DESCRIPTION: This effort aims to improve collaborative decision making for Political, Military, Economic, Social, Infrastructure and Information systems (PMESII) and Diplomatic, Information, Military, and Economic (DIME) efforts. The technology developed on this effort will provide a human-computer interface (envisioning software only) that encapsulates information and tools needed for PMESII decision making.
It should be able to create "mission pictures" at multiple levels of abstraction for decision makers in the field, at theater levels, and at higher levels. It should be able to transform data into a meaningful story that can be understood at a glance in many cases and provide representation of information quality to gage trust.
The encapsulation of PMESII information sources may result in a common operational picture (COP) that can (1) store, aggregate, and display data; 2) be flexible, modifiable, and extensible for multiple heterogeneous information streams; (3) support third-party capability integration; and (4) be license free. The concepts of the COP and related User-Defined Operational Picture (UDOP) are described more in the reference below by Mulgund and Landsman.

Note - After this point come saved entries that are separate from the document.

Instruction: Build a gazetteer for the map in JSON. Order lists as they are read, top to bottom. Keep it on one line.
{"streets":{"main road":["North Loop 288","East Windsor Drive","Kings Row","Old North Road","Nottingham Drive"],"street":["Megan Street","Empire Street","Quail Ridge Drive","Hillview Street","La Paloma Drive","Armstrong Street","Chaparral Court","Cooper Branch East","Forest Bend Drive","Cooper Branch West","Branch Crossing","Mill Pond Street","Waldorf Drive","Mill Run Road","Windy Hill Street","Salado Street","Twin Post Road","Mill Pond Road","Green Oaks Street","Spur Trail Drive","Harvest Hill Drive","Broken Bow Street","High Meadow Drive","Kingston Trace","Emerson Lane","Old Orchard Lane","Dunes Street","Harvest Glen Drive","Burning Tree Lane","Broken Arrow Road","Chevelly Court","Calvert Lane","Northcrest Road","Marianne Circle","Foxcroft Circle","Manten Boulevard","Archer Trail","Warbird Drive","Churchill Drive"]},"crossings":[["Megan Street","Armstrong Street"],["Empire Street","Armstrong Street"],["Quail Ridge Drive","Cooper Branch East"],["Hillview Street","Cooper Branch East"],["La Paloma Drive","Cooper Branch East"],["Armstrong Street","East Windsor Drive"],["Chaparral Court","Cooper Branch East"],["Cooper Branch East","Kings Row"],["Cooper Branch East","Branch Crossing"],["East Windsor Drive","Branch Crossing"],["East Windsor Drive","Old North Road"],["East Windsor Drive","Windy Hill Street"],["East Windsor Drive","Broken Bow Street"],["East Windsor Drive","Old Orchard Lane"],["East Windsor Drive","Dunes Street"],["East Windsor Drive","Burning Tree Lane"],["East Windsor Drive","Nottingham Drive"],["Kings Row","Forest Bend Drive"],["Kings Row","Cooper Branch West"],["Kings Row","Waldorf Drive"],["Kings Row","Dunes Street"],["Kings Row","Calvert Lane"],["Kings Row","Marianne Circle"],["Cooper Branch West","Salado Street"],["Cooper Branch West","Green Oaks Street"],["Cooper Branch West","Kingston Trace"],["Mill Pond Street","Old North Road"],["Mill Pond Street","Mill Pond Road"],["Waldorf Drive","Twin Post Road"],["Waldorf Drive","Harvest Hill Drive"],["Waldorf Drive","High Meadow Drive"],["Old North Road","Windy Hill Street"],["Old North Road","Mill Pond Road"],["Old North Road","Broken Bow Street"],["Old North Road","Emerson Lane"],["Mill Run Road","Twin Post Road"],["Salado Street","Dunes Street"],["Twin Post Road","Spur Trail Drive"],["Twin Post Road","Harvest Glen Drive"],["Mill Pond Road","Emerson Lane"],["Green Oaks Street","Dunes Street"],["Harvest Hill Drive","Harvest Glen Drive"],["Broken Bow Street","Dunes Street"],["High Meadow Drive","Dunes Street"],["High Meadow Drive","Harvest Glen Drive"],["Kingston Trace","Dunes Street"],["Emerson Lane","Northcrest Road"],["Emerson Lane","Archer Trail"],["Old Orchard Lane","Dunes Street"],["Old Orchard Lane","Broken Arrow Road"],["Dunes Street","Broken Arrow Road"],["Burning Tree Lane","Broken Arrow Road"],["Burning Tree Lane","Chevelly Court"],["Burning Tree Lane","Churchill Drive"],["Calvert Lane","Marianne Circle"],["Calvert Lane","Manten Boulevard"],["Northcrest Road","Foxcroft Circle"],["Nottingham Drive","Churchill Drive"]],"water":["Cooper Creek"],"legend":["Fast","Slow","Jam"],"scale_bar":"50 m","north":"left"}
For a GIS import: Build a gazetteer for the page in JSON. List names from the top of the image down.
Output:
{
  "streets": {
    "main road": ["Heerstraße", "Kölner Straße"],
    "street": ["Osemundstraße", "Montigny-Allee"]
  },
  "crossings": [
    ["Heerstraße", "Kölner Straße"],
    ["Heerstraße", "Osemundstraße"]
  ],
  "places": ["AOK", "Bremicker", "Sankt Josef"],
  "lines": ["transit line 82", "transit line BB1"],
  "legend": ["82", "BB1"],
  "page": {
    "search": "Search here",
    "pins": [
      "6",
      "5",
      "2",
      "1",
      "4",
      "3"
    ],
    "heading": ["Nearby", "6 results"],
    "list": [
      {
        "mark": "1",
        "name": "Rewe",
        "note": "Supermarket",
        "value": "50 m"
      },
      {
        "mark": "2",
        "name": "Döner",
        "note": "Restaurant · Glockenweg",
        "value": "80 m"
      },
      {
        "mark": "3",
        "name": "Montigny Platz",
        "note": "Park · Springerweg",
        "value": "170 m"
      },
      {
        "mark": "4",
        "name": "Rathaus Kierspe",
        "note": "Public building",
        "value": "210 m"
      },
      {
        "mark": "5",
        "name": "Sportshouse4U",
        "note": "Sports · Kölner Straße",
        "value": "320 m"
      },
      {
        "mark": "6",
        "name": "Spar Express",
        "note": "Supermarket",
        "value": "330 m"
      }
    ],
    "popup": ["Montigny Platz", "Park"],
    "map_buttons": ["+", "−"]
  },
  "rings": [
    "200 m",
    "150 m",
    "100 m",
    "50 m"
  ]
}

As this capability will support crisis situations, as well as everyday actions, it will be important to strike an optimal balance of ease- of-use, flexibility, and decision support.
In addition to workflow support, the system should also have built-in collaboration capabilities between players who have a role in decision making and planning. PMESII decisions, and the actions that follow, cannot be performed in isolation. They require input from many diverse players including military, governmental, non-governmental, and foreign. This COP may serve as a collaboration environment in itself; however, other types of collaboration tools may be developed or leveraged. Shared situation awareness and coordination of distributed decision-makers through collaborative methodologies will help to avoid misunderstanding or conflicting actions.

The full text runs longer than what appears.